Leetcode for Fun

Starts from July 02, 2020


Some logs to document the Leetcode questions (after found a job)

07/02/2020 15:55

1478. Allocate Mailboxes

Classical DP:

  • f[house_i][k]: least cost if we set the k-th mailbox at house_i
    • f[house_i][k] = min(f[last_house_j][k-1] + cost=sum(min(dist(house_mid, house_i), dist(house_mid, house_j)) for i < mid < j)
    • with pre-calculated cost, T(N) = O(NK * N).
  • f[house_i][k]: least cost if we use k mailbox in range(i, n)
    • f[house_i][k] = f[house_j][k-1] + cost in range(i, j)
    • with pre-calculated cost, T(N) = O(N*N*K)

04/16/2021 00:54

from sortedcontainers import SortedList

Key takeaways from the doc:
The library uses `insort` to insert or remove an element. Although `insort` is O(N) in theory because all the elements might have to shift, but based on the doc, `insort` is very fast in reality because some processor optimization. To prevent `insort` taking long time on a long List, the library split the List into multiple Lists (split when larger than a threshold and merge with neighbors if possible).

04/23/2021 00:24

csp 2021 Apr No4:

04/24/2021 09:42

bloom filter

05/06/2021 22:03

CF 1515E

  • Original thought:
    • dp[light_length][left_on][right_on][#manually_turned_on] = dp[left_part][left_on][True][j] * dp[right_part][True][right_on][k]
    • which requires O(n*2*2*n*n*n)
  • Key observation:
    • If we mark manually turned on lights as 1 and automatic ones as 0, one valid plan should look like 11101110111011
      • The first and last should be manually turned on
      • there will no two consecutive 0
    • In other words, we can split the array by 0s.
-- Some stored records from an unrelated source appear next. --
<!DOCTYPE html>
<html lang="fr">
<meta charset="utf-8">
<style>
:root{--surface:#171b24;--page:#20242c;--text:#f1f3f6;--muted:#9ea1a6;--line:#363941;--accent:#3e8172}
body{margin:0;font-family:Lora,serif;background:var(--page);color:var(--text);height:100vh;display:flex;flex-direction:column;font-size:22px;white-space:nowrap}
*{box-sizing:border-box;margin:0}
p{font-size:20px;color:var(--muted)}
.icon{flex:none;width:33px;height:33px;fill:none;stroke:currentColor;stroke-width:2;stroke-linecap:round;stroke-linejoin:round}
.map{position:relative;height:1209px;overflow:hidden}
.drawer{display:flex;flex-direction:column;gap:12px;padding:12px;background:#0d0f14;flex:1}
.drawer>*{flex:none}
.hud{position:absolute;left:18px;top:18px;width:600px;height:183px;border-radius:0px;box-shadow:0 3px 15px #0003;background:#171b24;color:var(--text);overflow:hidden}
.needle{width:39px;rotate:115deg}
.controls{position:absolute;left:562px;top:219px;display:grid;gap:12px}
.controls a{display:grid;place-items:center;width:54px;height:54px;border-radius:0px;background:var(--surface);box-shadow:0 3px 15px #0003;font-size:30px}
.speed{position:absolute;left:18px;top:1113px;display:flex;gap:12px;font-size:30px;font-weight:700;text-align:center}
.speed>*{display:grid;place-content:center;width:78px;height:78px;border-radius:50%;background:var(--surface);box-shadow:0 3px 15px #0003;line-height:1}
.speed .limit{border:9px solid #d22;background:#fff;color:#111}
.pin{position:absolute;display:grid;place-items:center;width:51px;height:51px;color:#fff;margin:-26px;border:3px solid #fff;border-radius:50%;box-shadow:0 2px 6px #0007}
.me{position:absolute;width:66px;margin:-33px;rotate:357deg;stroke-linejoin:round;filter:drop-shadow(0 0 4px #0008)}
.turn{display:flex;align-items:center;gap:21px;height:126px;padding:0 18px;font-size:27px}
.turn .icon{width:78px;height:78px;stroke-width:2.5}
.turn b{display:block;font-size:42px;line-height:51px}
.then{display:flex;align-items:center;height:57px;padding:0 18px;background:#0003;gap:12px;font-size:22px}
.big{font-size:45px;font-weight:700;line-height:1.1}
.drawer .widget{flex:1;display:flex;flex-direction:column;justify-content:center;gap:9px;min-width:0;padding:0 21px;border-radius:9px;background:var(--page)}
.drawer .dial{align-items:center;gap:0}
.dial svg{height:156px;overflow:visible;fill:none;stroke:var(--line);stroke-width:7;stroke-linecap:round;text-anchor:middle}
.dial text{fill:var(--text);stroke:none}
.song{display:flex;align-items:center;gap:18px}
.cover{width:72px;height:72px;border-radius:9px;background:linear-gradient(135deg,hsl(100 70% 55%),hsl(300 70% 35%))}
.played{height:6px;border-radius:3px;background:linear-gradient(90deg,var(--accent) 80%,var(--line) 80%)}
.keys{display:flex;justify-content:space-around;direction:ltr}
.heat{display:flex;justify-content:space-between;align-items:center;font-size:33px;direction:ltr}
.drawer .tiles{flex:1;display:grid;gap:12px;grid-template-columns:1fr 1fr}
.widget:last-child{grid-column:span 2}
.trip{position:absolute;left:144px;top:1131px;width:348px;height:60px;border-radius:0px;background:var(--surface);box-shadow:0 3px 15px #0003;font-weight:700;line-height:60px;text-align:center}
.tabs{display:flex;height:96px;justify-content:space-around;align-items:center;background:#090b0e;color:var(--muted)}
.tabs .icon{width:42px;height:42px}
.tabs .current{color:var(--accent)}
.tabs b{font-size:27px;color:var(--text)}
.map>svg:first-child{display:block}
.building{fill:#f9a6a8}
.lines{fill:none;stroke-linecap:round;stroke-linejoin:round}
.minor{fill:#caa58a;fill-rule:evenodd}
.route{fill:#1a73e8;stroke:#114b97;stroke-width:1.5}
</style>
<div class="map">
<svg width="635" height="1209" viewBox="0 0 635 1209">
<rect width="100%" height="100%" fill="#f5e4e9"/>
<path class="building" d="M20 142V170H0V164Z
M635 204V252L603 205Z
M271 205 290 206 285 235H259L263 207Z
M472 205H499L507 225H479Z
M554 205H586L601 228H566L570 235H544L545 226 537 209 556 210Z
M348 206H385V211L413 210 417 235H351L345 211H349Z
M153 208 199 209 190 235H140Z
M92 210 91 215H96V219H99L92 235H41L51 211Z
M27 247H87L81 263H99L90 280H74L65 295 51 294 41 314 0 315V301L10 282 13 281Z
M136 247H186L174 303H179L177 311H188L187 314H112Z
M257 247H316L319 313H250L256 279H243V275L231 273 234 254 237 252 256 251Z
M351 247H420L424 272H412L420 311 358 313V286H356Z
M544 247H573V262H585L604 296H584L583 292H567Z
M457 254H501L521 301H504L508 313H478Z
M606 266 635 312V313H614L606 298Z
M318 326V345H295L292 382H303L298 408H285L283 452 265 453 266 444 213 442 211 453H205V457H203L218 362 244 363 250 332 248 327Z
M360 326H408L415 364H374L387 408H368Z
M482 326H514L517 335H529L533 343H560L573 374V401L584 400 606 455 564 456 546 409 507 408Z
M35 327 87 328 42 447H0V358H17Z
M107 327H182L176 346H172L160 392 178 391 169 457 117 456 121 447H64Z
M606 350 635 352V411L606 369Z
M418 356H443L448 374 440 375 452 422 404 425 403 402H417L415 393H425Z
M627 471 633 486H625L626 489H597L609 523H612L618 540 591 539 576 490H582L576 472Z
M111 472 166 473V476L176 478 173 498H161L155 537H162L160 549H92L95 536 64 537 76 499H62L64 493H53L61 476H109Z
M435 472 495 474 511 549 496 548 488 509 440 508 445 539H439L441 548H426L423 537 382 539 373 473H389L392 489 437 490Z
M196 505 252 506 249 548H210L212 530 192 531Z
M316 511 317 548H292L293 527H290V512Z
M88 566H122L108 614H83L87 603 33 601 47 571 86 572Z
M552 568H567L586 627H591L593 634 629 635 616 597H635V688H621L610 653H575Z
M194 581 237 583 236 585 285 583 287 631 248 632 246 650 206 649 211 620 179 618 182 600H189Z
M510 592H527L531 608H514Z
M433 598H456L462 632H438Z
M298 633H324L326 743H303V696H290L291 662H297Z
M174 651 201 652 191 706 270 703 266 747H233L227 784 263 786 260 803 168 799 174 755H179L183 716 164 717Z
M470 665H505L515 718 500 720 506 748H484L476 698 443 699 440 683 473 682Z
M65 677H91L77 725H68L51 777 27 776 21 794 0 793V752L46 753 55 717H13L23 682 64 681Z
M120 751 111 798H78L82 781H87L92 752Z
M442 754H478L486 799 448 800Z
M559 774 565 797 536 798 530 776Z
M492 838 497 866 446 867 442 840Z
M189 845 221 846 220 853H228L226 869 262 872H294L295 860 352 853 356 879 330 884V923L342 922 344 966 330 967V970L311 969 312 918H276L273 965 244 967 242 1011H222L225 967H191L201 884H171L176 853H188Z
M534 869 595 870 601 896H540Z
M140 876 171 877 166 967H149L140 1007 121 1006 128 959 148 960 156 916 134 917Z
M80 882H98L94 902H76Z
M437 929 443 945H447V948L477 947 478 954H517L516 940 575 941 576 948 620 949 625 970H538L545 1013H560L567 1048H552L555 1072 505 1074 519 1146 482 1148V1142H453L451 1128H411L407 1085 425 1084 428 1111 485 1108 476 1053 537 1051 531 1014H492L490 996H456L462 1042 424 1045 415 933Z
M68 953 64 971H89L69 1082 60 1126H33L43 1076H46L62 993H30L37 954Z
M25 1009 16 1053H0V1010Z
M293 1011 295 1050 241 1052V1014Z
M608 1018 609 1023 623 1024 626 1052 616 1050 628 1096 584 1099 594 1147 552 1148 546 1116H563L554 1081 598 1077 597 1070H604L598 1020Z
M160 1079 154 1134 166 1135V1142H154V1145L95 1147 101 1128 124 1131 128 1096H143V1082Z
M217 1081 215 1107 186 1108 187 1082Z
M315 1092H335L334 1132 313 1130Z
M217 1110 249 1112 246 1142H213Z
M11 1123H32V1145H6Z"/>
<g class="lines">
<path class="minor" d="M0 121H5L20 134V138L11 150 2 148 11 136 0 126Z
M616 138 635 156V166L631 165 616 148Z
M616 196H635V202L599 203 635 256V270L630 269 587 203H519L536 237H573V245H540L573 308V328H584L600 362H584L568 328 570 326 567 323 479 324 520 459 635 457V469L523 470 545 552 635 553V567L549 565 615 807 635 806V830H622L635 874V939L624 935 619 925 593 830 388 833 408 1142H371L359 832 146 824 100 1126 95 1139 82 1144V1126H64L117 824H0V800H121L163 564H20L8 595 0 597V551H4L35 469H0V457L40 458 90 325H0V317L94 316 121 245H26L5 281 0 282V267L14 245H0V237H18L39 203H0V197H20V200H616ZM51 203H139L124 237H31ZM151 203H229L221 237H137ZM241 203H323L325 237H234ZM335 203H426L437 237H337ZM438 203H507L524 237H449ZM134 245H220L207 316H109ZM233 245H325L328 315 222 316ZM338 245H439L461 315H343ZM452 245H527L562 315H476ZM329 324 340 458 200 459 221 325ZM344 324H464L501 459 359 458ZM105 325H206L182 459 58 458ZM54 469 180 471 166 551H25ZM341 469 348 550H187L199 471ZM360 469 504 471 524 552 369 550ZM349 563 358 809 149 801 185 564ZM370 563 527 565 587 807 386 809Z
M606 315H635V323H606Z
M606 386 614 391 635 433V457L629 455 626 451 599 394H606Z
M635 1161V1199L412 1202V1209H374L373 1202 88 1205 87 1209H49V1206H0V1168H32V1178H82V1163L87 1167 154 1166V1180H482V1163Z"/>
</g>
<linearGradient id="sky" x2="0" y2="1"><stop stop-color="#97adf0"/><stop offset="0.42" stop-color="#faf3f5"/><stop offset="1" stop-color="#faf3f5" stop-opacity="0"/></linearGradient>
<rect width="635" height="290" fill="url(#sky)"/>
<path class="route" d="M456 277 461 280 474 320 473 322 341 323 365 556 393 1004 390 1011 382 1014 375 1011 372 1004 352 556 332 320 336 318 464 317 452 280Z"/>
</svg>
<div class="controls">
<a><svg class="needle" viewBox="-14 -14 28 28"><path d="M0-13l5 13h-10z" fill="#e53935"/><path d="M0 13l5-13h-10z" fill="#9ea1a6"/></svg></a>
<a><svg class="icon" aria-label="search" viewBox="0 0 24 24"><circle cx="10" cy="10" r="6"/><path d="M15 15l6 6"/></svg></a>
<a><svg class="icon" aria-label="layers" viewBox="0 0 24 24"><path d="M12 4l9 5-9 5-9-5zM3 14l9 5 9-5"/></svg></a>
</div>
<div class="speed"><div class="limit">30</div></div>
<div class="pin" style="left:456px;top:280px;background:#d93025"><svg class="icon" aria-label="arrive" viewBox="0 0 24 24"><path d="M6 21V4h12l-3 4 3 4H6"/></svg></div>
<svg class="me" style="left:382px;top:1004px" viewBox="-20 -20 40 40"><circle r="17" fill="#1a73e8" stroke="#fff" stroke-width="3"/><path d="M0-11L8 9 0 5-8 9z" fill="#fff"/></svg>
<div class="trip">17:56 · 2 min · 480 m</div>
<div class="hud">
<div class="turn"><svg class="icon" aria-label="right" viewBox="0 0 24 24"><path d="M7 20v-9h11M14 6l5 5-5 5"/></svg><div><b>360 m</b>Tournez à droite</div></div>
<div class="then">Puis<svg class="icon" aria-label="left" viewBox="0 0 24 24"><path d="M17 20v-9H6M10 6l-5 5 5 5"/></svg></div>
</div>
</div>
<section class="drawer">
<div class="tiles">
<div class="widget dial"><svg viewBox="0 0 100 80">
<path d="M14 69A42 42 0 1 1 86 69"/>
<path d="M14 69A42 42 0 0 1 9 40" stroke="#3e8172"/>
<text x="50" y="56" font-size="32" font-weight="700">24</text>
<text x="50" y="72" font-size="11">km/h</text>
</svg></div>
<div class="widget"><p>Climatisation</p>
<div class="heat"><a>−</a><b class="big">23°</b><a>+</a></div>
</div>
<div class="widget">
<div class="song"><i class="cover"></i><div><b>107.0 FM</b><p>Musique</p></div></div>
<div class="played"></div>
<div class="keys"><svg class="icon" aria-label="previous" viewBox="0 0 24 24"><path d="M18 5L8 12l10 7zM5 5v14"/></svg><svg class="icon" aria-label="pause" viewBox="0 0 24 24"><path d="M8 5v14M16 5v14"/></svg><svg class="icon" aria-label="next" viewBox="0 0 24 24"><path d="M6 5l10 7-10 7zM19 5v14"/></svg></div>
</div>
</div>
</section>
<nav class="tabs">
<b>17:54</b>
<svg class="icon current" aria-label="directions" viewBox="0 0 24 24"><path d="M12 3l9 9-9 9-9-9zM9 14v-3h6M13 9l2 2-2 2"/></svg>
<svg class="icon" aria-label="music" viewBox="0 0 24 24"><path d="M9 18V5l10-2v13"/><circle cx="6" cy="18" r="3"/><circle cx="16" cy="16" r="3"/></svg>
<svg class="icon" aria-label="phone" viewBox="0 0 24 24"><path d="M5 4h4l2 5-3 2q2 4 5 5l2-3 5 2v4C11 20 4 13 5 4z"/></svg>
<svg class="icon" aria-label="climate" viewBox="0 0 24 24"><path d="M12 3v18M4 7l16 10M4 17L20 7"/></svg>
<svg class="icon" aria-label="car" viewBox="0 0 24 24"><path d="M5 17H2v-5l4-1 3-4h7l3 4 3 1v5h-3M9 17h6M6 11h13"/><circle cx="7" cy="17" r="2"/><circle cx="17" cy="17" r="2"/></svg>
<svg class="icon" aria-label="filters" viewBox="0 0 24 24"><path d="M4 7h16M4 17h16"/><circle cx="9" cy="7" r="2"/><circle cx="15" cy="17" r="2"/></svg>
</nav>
And for each consecutive 1s, we can process them one block by one block
      • In a 1-block with k 1s, there are 2^(k-1) ways to turn it on. This can reduce the calculation
    • Final dp
      • dp[light_length][#manually_turned_on] = dp[light_length-last_block_len-1][#manually_turned_on-lask_block_len] * 2^(lask_block_len) * C(#manually_turned_on, lask_block_len)
  • Takeaway:
    • think about the nature of the problem. Do rush into the dp.